***** Data provided
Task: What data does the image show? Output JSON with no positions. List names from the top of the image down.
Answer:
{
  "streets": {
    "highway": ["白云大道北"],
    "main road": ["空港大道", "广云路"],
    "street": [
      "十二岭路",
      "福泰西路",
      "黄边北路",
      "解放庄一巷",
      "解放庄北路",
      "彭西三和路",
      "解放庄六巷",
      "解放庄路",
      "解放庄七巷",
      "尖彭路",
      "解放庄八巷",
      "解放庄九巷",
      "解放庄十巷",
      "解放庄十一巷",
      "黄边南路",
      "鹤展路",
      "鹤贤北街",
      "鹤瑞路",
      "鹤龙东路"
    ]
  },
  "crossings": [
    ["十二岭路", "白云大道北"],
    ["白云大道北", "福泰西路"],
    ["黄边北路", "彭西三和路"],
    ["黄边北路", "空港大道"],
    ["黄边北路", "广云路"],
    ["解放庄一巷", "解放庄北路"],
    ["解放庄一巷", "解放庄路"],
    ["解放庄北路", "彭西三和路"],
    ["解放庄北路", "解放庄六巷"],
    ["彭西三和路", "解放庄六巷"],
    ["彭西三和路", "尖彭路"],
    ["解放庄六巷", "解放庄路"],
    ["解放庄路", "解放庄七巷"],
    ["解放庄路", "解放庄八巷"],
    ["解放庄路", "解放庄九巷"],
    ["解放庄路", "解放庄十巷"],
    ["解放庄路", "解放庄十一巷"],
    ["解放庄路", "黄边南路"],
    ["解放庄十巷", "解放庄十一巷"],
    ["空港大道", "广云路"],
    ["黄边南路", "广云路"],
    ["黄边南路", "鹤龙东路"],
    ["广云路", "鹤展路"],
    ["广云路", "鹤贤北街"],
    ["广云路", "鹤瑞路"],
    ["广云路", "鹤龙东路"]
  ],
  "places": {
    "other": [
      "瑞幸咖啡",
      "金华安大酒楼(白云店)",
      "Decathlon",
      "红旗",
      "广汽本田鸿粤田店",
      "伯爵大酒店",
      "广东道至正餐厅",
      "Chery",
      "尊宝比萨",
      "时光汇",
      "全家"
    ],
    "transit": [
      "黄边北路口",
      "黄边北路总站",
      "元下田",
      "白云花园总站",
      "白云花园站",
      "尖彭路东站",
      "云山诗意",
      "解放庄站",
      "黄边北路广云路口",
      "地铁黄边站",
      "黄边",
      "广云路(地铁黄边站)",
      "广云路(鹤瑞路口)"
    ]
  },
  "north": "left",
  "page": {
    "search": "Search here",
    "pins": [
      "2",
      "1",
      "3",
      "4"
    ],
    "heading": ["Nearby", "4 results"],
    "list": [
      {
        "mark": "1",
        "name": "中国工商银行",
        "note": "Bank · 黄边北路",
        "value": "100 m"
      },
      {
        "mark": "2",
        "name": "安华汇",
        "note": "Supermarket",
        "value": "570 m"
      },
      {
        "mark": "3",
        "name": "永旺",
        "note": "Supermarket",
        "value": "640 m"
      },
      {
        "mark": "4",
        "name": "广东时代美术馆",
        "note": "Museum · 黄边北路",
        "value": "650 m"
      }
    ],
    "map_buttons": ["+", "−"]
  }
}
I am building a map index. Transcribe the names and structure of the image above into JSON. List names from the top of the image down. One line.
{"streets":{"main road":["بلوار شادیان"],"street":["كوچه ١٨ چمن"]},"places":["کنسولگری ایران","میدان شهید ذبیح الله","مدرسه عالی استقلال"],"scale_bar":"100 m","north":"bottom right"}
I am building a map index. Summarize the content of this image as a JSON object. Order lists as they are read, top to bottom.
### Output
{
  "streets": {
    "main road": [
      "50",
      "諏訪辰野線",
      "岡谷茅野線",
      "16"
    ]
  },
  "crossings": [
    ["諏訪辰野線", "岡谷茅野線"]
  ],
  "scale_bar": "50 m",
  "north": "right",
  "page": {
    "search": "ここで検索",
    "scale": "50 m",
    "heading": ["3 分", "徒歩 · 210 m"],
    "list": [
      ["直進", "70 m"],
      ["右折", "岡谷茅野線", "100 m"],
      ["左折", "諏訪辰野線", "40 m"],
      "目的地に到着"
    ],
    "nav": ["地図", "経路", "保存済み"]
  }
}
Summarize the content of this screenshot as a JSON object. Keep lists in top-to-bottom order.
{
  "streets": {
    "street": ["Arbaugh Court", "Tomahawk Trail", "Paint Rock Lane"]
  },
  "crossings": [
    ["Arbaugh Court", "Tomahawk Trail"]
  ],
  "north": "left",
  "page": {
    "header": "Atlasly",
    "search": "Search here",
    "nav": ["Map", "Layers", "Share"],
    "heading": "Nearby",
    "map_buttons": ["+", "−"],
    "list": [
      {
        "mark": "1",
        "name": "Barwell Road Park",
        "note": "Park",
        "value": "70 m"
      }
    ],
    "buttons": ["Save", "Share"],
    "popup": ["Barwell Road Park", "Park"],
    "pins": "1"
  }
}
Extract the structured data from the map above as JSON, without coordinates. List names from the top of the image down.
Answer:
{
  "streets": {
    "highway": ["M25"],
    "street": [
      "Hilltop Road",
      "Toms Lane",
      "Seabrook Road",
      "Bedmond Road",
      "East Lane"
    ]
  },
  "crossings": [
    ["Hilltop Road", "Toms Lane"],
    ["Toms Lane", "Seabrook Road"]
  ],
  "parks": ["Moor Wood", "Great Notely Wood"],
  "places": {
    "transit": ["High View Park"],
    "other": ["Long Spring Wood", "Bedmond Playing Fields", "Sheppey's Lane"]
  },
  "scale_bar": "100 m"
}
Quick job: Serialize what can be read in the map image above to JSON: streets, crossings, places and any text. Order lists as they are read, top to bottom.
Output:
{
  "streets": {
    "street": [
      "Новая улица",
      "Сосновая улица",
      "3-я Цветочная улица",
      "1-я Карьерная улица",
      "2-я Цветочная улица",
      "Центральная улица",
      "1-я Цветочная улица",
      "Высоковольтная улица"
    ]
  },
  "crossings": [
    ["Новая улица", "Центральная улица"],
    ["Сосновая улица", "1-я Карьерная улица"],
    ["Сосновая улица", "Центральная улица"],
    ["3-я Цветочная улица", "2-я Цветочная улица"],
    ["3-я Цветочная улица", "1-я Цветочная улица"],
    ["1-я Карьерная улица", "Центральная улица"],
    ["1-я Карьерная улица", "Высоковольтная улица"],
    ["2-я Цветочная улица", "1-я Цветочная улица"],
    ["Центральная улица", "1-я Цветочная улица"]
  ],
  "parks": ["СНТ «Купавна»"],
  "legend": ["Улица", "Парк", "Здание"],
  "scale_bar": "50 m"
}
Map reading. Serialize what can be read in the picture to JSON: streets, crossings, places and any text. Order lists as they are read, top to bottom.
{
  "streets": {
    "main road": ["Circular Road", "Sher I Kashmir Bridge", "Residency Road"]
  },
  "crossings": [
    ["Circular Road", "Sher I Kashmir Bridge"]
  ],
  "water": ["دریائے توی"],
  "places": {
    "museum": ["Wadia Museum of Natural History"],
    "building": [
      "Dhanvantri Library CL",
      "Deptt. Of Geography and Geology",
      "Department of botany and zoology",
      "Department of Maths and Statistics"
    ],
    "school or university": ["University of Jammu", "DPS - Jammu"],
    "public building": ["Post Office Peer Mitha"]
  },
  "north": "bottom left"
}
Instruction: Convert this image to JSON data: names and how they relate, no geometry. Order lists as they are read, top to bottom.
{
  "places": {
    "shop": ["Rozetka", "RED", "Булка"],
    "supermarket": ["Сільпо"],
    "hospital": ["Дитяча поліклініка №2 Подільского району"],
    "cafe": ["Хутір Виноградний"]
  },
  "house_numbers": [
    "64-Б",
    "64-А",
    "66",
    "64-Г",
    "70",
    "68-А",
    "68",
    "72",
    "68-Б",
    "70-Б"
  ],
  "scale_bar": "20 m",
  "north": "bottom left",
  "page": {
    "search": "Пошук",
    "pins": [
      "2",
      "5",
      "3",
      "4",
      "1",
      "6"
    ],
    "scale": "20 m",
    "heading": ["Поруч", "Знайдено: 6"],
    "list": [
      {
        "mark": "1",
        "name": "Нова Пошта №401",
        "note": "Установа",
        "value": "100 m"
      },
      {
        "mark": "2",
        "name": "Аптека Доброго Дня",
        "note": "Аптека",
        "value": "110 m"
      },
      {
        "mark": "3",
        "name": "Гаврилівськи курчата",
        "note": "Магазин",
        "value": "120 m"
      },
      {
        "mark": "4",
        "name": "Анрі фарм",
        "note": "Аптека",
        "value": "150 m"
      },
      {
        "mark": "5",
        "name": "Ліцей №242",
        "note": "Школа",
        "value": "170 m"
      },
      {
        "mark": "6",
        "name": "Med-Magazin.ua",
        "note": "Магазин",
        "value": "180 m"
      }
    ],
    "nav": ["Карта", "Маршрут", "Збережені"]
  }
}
**********
Exercise details: Out of the records above, pull the lines that include the word "Toms".

Your response:
      "Toms Lane",
    ["Hilltop Road", "Toms Lane"],
    ["Toms Lane", "Seabrook Road"]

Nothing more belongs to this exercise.